Thinkquel: A Model Dedicated to Text-to-dbt Using Synthetic Data and a Span-Aware Objective
This addresses the problem of automating data transformations for data engineers and analysts, though it appears incremental as it builds on existing methods like reinforcement learning with novel adaptations.
The paper tackles the challenge of generating reliable, production-ready database queries from natural language by introducing Thinkquel, a fine-tuned model that achieves 93.2% execution success and 61.8% exact-result match on a test set, improving over the base model by 67.2% and 44.4% respectively.
Transforming natural-language requests into reliable, production-ready data transformations remains challenging: correctness depends on precise schema linking and warehouse-specific SQL dialects, while the strongest supervision available during training--execution success and result matching--are provided only at the sequence level.
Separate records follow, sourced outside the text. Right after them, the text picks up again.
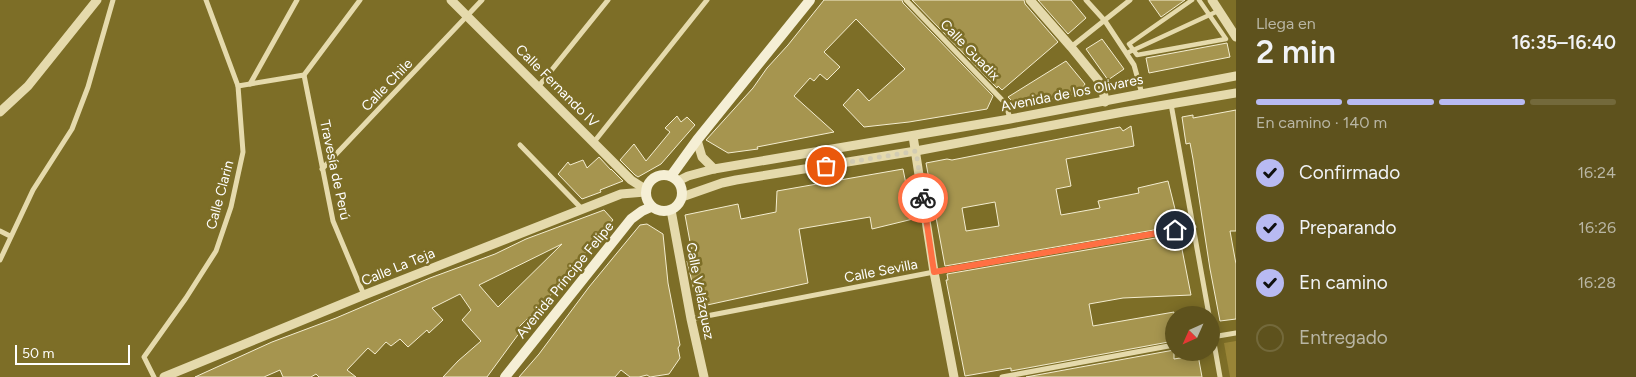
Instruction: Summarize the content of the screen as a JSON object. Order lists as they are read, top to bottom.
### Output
{
  "streets": {
    "main road": ["Avenida Príncipe Felipe"],
    "street": [
      "Calle Guadix",
      "Calle Chile",
      "Calle Fernando IV",
      "Avenida de los Olivares",
      "Travesía de Perú",
      "Calle Clarin",
      "Calle La Teja",
      "Calle Sevilla",
      "Calle Velázquez"
    ]
  },
  "crossings": [
    ["Calle Guadix", "Avenida de los Olivares"],
    ["Calle Chile", "Calle Fernando IV"],
    ["Calle Chile", "Travesía de Perú"],
    ["Calle Fernando IV", "Avenida de los Olivares"],
    ["Calle Fernando IV", "Calle La Teja"],
    ["Calle Fernando IV", "Avenida Príncipe Felipe"],
    ["Calle Fernando IV", "Calle Velázquez"],
    ["Avenida de los Olivares", "Calle La Teja"],
    ["Avenida de los Olivares", "Avenida Príncipe Felipe"],
    ["Avenida de los Olivares", "Calle Velázquez"],
    ["Travesía de Perú", "Calle La Teja"],
    ["Calle La Teja", "Avenida Príncipe Felipe"],
    ["Calle La Teja", "Calle Velázquez"],
    ["Calle Sevilla", "Calle Velázquez"],
    ["Avenida Príncipe Felipe", "Calle Velázquez"]
  ],
  "scale_bar": "50 m",
  "north": "bottom left",
  "page": {
    "heading": ["2 min", "Llega en", "16:35–16:40"],
    "bar": "En camino · 140 m",
    "list": [
      ["Confirmado", "16:24"],
      ["Preparando", "16:26"],
      ["En camino", "16:28"],
      "Entregado"
    ],
    "scale": "50 m"
  }
}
At the same time, assembling large, execution-validated corpora is costly, and token-level objectives misalign with these global signals, yielding unstable optimization and limited portability. We introduce Thinkquel, a fine-tuned model for producing robust, portable, and execution-validated database queries. Methodologies in Thinkquel integrates a novel synthetic data pipeline, TS-SQL, that leverages dbt as a portable intermediate representation with a span-aware reinforcement learning objective, and Token-Sequence GRPO (TS-GRPO), specifically designed to bridge the gap between token-level training signals and sequence-level execution rewards when finetuning LLMs. On the 500-example TS-SQL test set, Thinkquel (32B) reaches 93.2% execution success and 61.8% exact-result match with a two-stage SFT curriculum, improving over the base model by 67.2% (exec.) and 44.4% (match). In Spider (14B) experiments, TS-GRPO increases training stability and speeds convergence of the execution-match reward relative to GRPO and GSPO.